-- AIM OF THE TASK --
In the records below, count every line where the string "turn" appears, and reply with the count only.
──────── SUPPLIED ENTRIES ────────
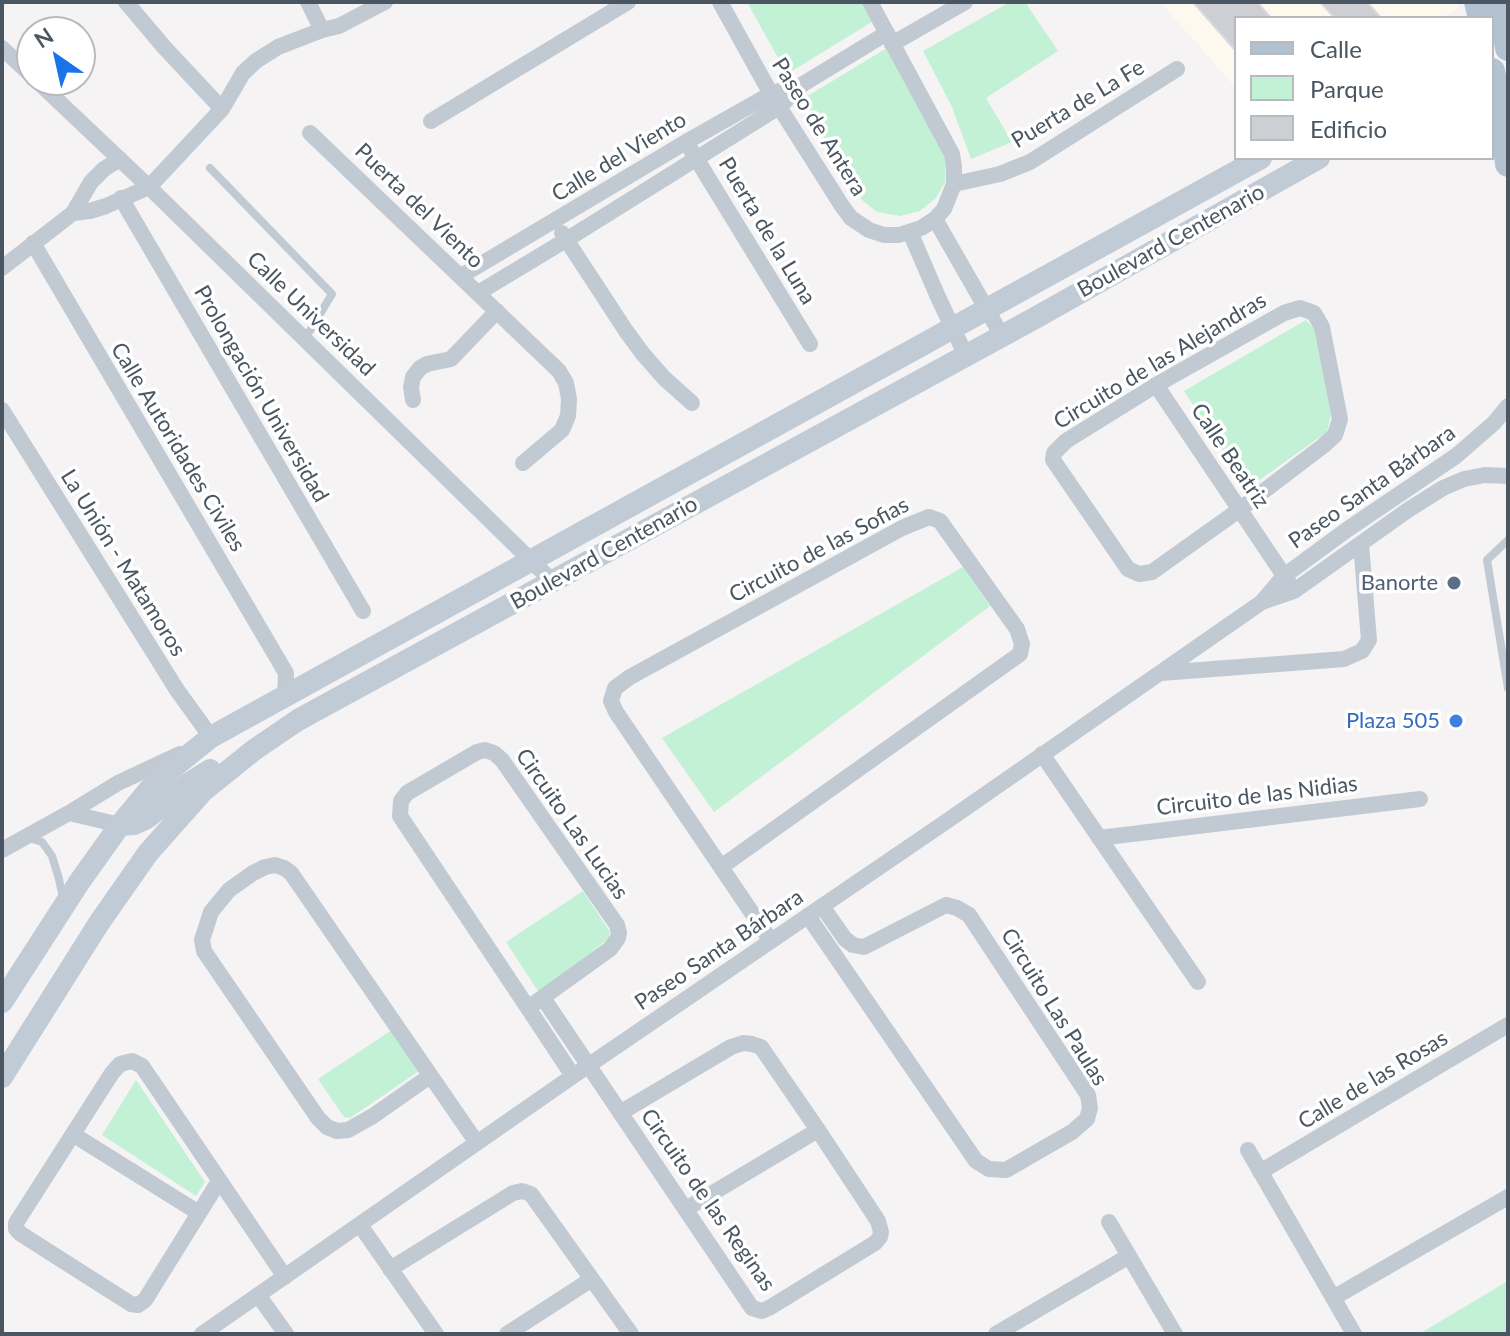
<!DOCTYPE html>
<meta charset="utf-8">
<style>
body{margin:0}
#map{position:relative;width:1510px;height:1336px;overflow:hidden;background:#f5f3f3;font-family:Lato,sans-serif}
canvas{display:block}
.frame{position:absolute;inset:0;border:4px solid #4a5661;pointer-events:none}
.legend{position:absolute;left:1234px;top:16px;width:260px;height:144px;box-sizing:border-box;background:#fff;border:2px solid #b7bbc0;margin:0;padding:10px 14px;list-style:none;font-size:24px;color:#4a5661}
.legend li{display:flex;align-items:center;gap:16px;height:40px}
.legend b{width:40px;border:2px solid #b7bbc0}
.north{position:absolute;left:16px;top:16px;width:80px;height:80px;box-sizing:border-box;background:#fff;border:2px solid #b7bbc0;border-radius:50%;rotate:326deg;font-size:22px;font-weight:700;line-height:32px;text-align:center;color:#4a5661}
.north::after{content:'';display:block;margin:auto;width:28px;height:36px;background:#1a73e8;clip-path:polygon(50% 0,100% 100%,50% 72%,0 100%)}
</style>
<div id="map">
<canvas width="1510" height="1336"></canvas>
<div class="frame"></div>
<ul class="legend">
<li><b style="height:10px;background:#b3c2d1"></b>Calle</li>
<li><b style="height:22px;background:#c3f1d5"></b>Parque</li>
<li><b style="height:22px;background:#cdcfd5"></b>Edificio</li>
</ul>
<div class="north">N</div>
</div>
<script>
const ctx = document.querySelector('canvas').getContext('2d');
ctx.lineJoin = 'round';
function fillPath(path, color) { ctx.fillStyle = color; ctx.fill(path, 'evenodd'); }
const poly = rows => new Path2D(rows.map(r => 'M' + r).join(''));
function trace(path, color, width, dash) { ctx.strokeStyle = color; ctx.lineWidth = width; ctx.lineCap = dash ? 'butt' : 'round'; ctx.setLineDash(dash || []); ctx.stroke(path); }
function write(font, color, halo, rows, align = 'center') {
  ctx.font = font + ' Lato,sans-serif'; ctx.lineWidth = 7; ctx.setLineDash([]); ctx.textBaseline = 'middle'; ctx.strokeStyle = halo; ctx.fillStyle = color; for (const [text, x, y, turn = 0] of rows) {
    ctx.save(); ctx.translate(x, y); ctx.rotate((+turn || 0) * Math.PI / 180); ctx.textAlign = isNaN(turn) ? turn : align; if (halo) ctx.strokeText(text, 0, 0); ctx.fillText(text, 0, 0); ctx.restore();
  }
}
fillPath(poly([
 [1160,2,1457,2,1458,8,1441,18,1236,18,1236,88]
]), '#fdf9ef');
fillPath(poly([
 [747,2,861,2,872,22,787,74],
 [1010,2,1025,2,1058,51,986,98,1012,142,971,159,952,107,923,51],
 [887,48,944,153,946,163,945,182,936,198,920,211,900,216,877,212,862,200,801,100],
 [1306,320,1317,331,1331,414,1327,432,1248,488,1184,391],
 [963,567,990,606,714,812,662,738],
 [583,891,610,932,609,938,540,994,506,942],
 [392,1030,419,1071,350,1118,344,1117,318,1079],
 [136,1080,205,1182,196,1196,102,1135],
 [1508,1281,1508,1334,1419,1334]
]), '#c3f1d5');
const building = poly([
 [1193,2,1257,2,1271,18,1236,18,1236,51,1193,2],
 [1320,2,1367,2,1381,18,1335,18,1320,2]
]);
fillPath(building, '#cdcfd5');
trace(building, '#d7d9de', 2);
trace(poly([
 [210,168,332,294,305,339],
 [1508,540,1487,560,1508,688],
 [29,838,42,842,52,856,59,879,63,898]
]), '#c1cad2', 8);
trace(poly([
 [126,2,164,47,222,109],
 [308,2,322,30],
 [720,2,771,94,842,206,851,218,869,230,884,235,899,235,921,228,935,219,944,209,954,184,954,166,952,154,870,2],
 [892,44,965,2],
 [2,48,32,76],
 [36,80,149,187,552,581],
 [431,121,628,2],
 [310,133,559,371,566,383,569,399,568,416,562,430,523,463],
 [691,150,810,344],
 [954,184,1000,174,1030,162,1177,69],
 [121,198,363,611],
 [73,213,90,211,106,206,149,187,222,109,243,73,256,61,278,47,322,30,339,26,385,2],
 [935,219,1002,336],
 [910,232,938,297,966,356],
 [562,233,626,331,643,354,664,378,692,403],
 [33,243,286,673,285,695],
 [2,268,73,213,91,182,104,169,120,159],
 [461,276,686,142,771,94,779,91],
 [478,293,566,240,779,107,803,84,887,33],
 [1300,308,1314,313,1322,327,1340,419,1335,435,1323,446,1239,510,1152,572,1139,574,1128,569,1053,460,1054,453,1066,441,1156,385,1284,313,1300,308],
 [1156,385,1289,583],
 [413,400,411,387,413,377,420,368,427,364,451,359,497,311],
 [2,410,177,690,211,737],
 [1262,602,1294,591,1408,510,1443,488,1464,479,1485,475,1508,476],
 [1161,673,1344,659,1362,651,1369,640,1361,544],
 [1042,754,1198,982],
 [69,813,120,825],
 [1099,838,1420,799],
 [2,850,69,813,118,783,180,754],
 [721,867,1020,654,1022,644,1017,629,940,521,929,517,902,528,630,677,615,688,611,701,616,712,771,941],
 [808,916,976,1161,989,1169,1006,1170,1072,1132,1087,1119,1090,1108,1088,1095,969,915,957,908,946,905,864,947,853,945,845,939,822,906],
 [543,998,752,1308,762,1311,769,1308,875,1243,880,1237,881,1232,878,1221,818,1130,761,1047,752,1044,743,1043,731,1047,620,1113],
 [528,1008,610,949,618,938,619,933,617,925,502,760,494,753,485,750,477,752,407,793,401,801,400,816,528,1008,573,1076],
 [430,1076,373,1116,348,1130,337,1131,327,1127,318,1118,204,951,202,940,211,912,229,890,253,873,265,867,275,865,284,868,291,873,477,1143],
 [74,1135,199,1213],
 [1248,1150,1354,1334],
 [1260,1172,1508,1025],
 [219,1181,145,1300,138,1305,131,1304,21,1234,16,1229,16,1223,112,1073,120,1064,132,1061,142,1066,285,1277],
 [686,1209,818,1130],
 [1109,1222,1175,1334],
 [360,1225,436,1334],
 [390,1269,513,1193,522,1191,531,1194,631,1334],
 [258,1295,286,1334],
 [1333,1298,1508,1197],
 [202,1334,573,1076,947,821,1262,602,1284,576,1348,529,1456,456,1494,423,1508,406],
 [507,1334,592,1279],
 [996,1334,1129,1256]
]), '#c1cad2', 16);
trace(poly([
 [120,825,134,824,147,818,188,784,210,770],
 [2,1002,80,881,120,825,148,791,170,770,211,737,1261,158],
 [2,1077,99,923,148,853,203,791,254,750,298,720,1035,318,1319,158]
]), '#c1cbd6', 22);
trace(poly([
 [1477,2,1481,18],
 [1492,71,1504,132,1508,164]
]), '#b3c2d1', 26);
trace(poly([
 [1500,2,1508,48]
]), '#b3c2d1', 26);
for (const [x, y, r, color] of [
 [1454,583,8,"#5c6f8a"],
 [1456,721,8,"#3f7fe0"]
]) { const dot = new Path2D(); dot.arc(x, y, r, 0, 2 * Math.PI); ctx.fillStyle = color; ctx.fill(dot); trace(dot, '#fff', 3); }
write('22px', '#4a5661', '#fff', [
 ["Puerta de La Fe",1078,104,-31],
 ["Paseo de Antera",819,127,58],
 ["Calle del Viento",619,157,-31],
 ["Puerta del Viento",419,206,44],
 ["Puerta de la Luna",767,231,59],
 ["Boulevard Centenario",1171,241,-29],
 ["Calle Universidad",311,314,44],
 ["Circuito de las Alejandras",1160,361,-31],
 ["Prolongación Universidad",261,394,60],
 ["Calle Autoridades Civiles",178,447,59],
 ["Calle Beatriz",1230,456,56],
 ["Paseo Santa Bárbara",1372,487,-35],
 ["Circuito de las Sofias",819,550,-28],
 ["Boulevard Centenario",604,553,-29],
 ["La Unión - Matamoros",123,563,58],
 ["Circuito de las Nidias",1257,796,-7],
 ["Circuito Las Lucias",572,824,55],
 ["Paseo Santa Bárbara",719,950,-34],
 ["Circuito Las Paulas",1054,1007,58],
 ["Calle de las Rosas",1373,1080,-31],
 ["Circuito de las Reginas",708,1200,55]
]);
write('22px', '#4e5e75', '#fff', [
 ["Banorte",1438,583]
], 'right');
write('22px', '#366cbe', '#fff', [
 ["Plaza 505",1440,721]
], 'right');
</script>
────────
-- TASK ANSWER --
2